→ Records supplied
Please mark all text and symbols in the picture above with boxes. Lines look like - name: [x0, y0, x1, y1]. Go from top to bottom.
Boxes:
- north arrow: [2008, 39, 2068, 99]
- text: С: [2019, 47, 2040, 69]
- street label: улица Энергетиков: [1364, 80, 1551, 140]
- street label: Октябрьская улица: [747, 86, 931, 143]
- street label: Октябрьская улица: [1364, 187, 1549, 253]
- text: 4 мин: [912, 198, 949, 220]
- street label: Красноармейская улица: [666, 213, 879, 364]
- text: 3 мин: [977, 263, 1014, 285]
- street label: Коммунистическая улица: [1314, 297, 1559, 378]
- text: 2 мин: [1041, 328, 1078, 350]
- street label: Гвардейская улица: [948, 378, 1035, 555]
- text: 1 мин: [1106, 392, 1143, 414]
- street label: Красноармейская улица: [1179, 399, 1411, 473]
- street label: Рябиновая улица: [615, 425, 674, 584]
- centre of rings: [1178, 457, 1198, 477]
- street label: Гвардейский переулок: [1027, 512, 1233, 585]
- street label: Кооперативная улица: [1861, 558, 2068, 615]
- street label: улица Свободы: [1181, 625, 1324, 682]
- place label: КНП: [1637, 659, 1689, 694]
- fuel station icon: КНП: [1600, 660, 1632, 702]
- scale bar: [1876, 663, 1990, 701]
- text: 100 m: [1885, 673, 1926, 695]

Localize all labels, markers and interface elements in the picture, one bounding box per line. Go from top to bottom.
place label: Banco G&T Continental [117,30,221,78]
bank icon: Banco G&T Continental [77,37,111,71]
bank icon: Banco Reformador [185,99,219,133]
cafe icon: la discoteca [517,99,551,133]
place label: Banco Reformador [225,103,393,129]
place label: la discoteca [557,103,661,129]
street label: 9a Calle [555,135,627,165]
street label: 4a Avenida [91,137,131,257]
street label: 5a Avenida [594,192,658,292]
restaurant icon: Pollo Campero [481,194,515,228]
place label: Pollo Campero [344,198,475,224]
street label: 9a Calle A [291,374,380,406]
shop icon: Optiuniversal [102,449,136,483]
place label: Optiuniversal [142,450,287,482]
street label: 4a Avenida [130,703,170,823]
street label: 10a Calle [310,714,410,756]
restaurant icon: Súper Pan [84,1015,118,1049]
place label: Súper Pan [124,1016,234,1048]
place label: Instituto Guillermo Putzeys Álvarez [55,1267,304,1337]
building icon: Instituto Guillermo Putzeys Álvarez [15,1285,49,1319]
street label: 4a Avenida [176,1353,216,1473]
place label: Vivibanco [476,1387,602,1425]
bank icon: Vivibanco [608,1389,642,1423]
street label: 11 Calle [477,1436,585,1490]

→ Work task
The expected output is every line of the records in which the string "Súper" appears.

→ Task response
restaurant icon: Súper Pan [84,1015,118,1049]
place label: Súper Pan [124,1016,234,1048]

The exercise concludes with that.